Kandahar, Afghanistan
I walked my colleague Jon out to the flight line. I wanted to get a photo of him in his garb. I think we look slightly bad-ass in our helmet and flak waiting for the SH-60 helo to come pick us up. Some people wait for trains or buses. We wait for a 20 ton, gunsmoke grey chopper.
We had gotten another call right at our change of shift - the calls seem to always come right at noon. Someone was very sick at a FOB 45 chopper minutes away and they needed medical assistance that couldn't be provided by the EMT level care which is assigned to the helo detachment. Today's patient is a closed head injury who has already blown a pupil - that means his brain is swelling and pushing on the cranial nerves which regulate pupil size. It's dire. It's the 21st call our Enroute Care team has gotten in the past 40 or so days. We getting fully utilized these days after a slow start.
My last trip was over a week ago. I was called to pick up an adolescent local Afghani who had been bitten by a bee near his mouth. His throat had become swollen and he got intubated at the distant FOB, i.e. had a breathing tube placed. His lungs started to bleed and he was in shock.
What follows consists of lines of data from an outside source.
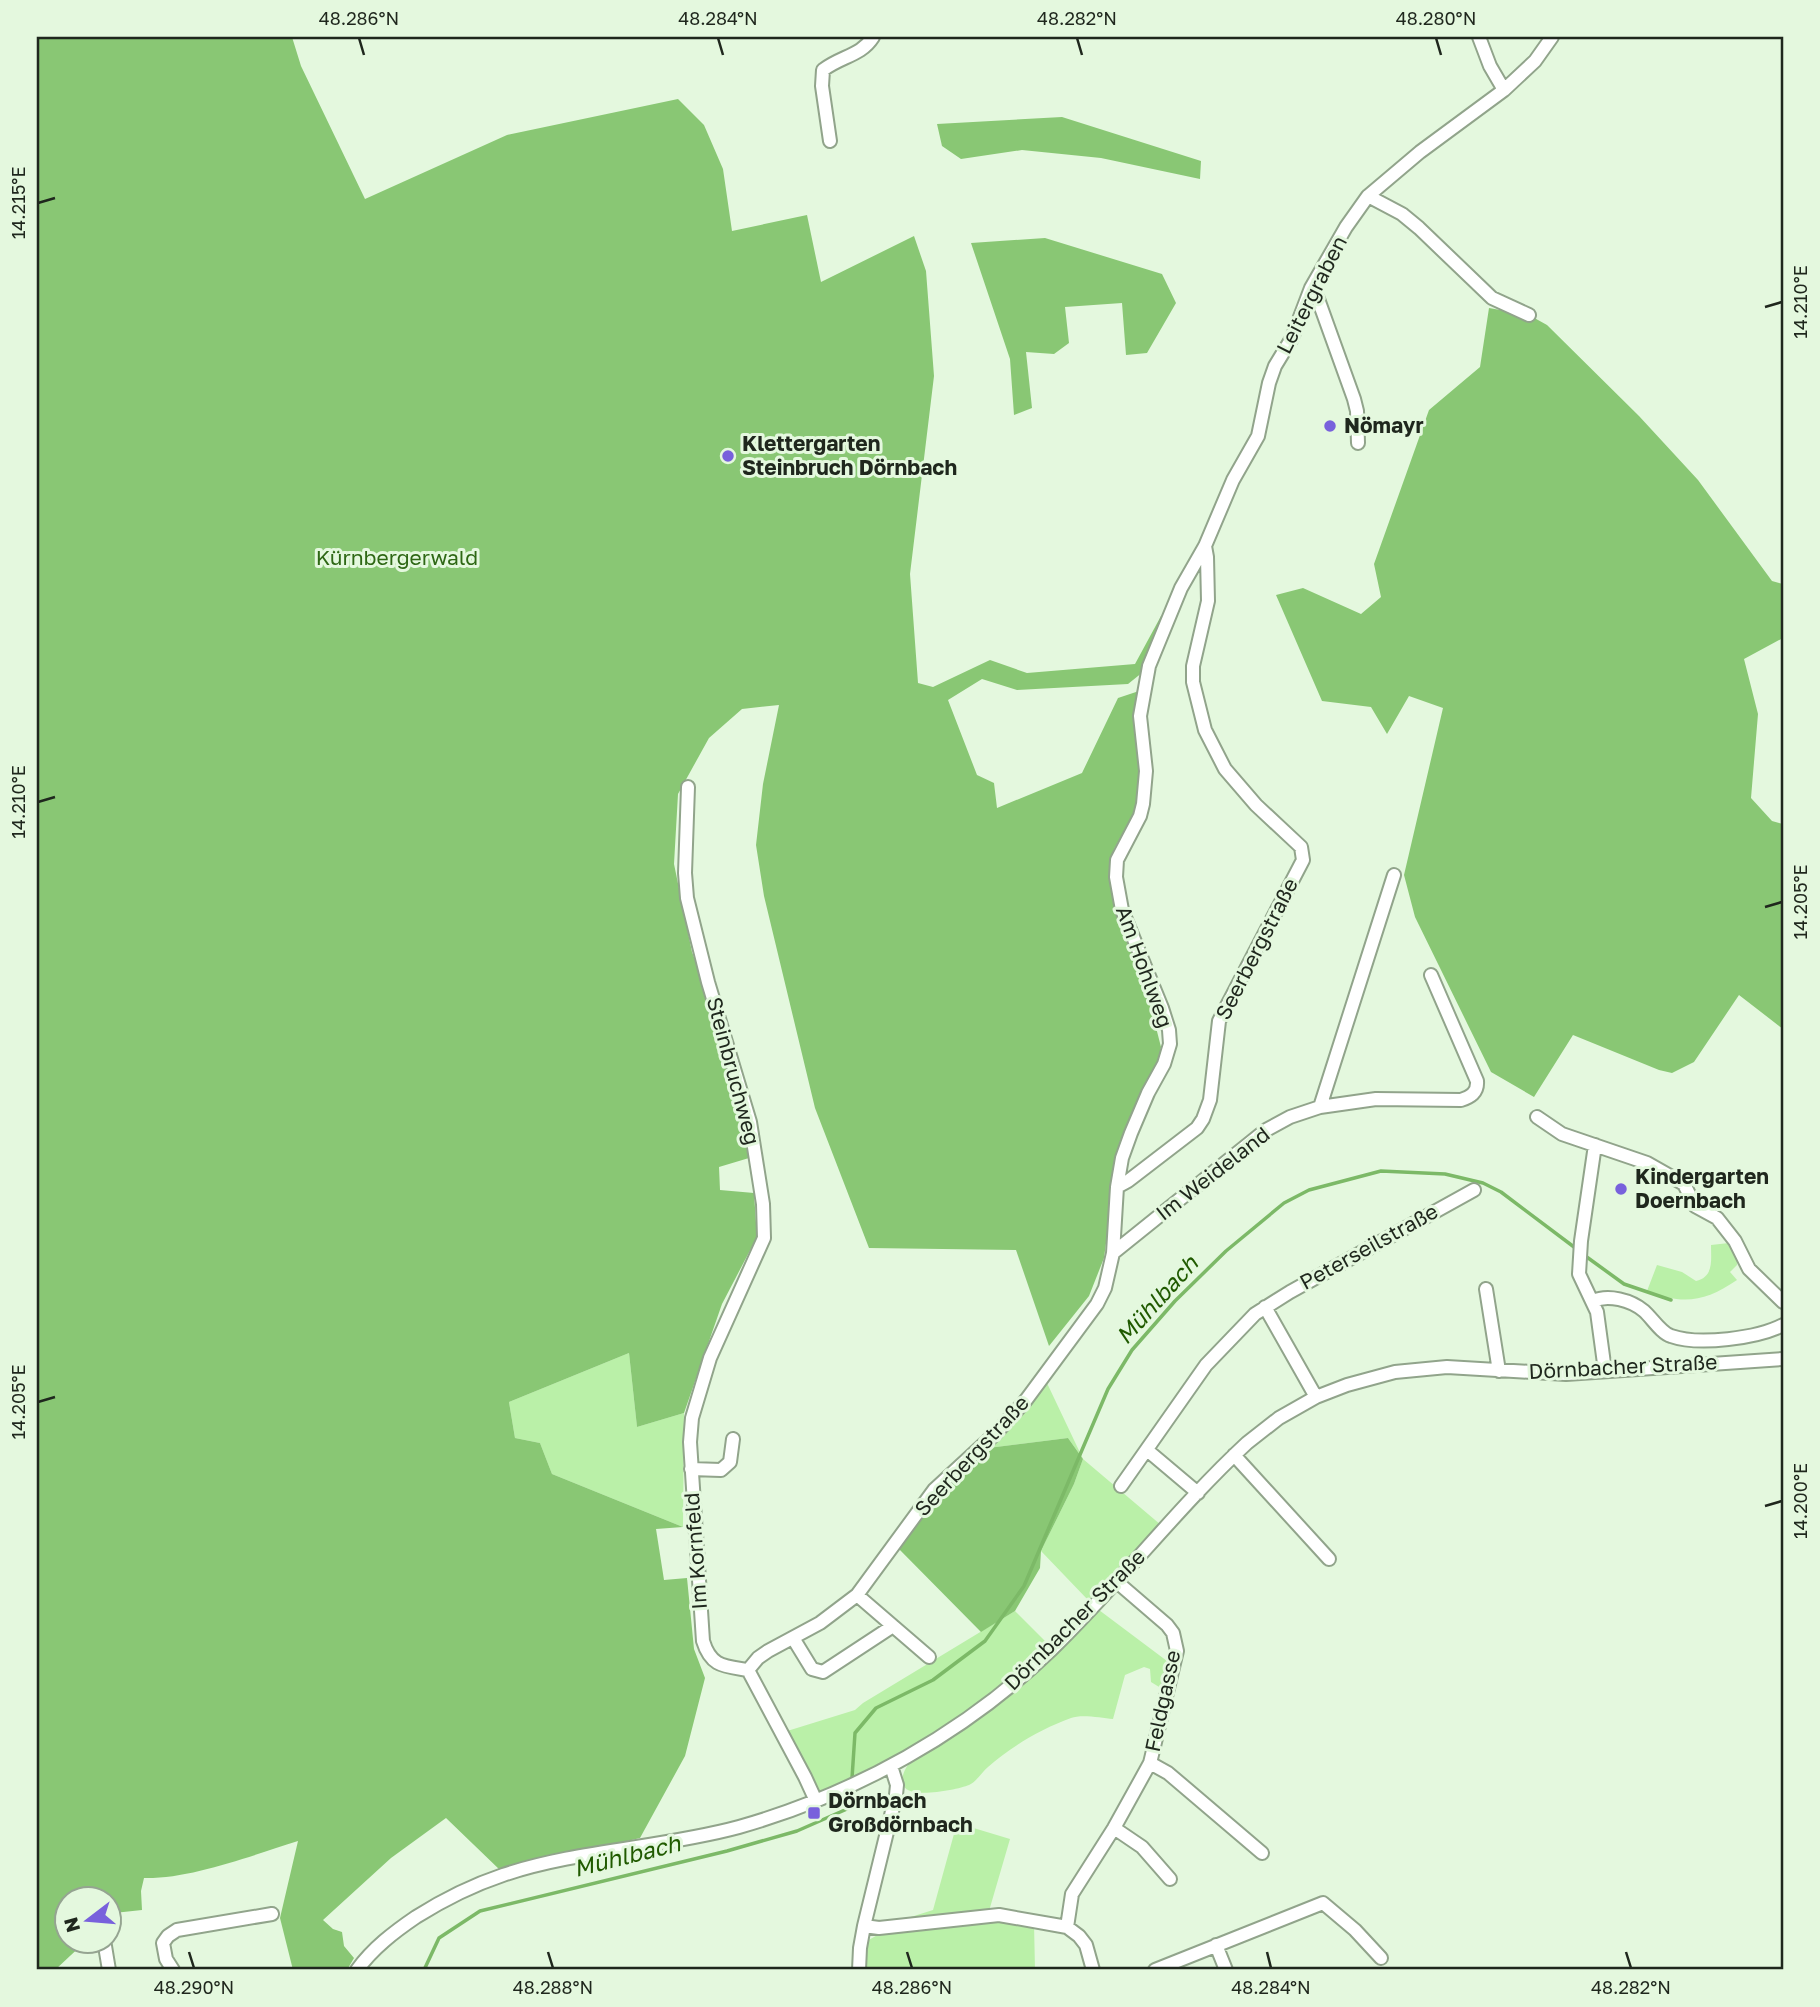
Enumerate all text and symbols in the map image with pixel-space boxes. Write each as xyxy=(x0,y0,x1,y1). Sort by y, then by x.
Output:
text: 48.286°N xyxy=(319,7,399,29)
text: 48.284°N xyxy=(678,7,758,29)
text: 48.282°N xyxy=(1037,7,1117,29)
text: 48.280°N xyxy=(1396,7,1476,29)
text: 14.215°E xyxy=(7,167,29,239)
street label: Leitergraben xyxy=(1270,231,1352,358)
text: 14.210°E xyxy=(1789,265,1811,339)
place label: Nömayr xyxy=(1344,412,1424,438)
marker: Nömayr xyxy=(1322,418,1338,434)
place label: Klettergarten Steinbruch Dörnbach xyxy=(742,430,957,480)
marker: Klettergarten Steinbruch Dörnbach xyxy=(720,448,736,464)
park label: Kürnbergerwald xyxy=(316,544,478,570)
text: 14.210°E xyxy=(7,765,29,839)
text: 14.205°E xyxy=(1789,864,1811,940)
street label: Seerbergstraße xyxy=(1209,873,1303,1024)
street label: Am Hohlweg xyxy=(1111,902,1179,1031)
street label: Steinbruchweg xyxy=(702,994,766,1148)
street label: Im Weideland xyxy=(1150,1121,1274,1226)
place label: Kindergarten Doernbach xyxy=(1635,1163,1769,1213)
marker: Kindergarten Doernbach xyxy=(1613,1181,1629,1197)
street label: Peterseilstraße xyxy=(1295,1197,1442,1295)
water label: Mühlbach xyxy=(1109,1249,1204,1349)
street label: Dörnbacher Straße xyxy=(1528,1348,1718,1384)
text: 14.205°E xyxy=(7,1364,29,1440)
street label: Seerbergstraße xyxy=(909,1390,1034,1521)
text: 14.200°E xyxy=(1789,1463,1811,1539)
street label: Im Kornfeld xyxy=(678,1492,712,1610)
street label: Dörnbacher Straße xyxy=(998,1543,1150,1695)
street label: Feldgasse xyxy=(1139,1648,1185,1754)
place label: Dörnbach Großdörnbach xyxy=(828,1787,973,1837)
marker: Dörnbach Großdörnbach xyxy=(806,1805,822,1821)
water label: Mühlbach xyxy=(570,1828,684,1882)
north arrow xyxy=(52,1884,122,1954)
text: N xyxy=(58,1915,84,1935)
text: 48.290°N xyxy=(154,1976,234,1998)
text: 48.288°N xyxy=(513,1976,593,1998)
text: 48.286°N xyxy=(872,1976,952,1998)
text: 48.284°N xyxy=(1231,1976,1311,1998)
text: 48.282°N xyxy=(1591,1976,1671,1998)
This day I was picked up by our Air Force brethren - we ride with either Army or Air Force helos. Air Force likes to keep the helo doors open until we get our patient aboard. I hadn't had a ride like this. I was sitting about two feet away from a gaping hole in the helo, a 6 ft by 8 ft hole. I was strapped in around the waist. We flew low and fast across the countryside. I could see villages filled with mud huts below me. I imagined I was Jesus walking through the countryside two thousand years ago. Did Lazarus' house look like the ones I was seeing below me? Could this really be the 21st century? Dirt roads, no cars, little vegetation. Desolate.
I was wearing our new helmet which allowed me to hear the banter of the pilots and gunners. Each side of the helo was equipped with what looked to me like a 50 cal machine gun. Every so often I'd hear "Suspicious contact, 11 o'clock!" The gunner would swing his machine gun to the azimuth of interest. It was usually a shepherd or something completely benign.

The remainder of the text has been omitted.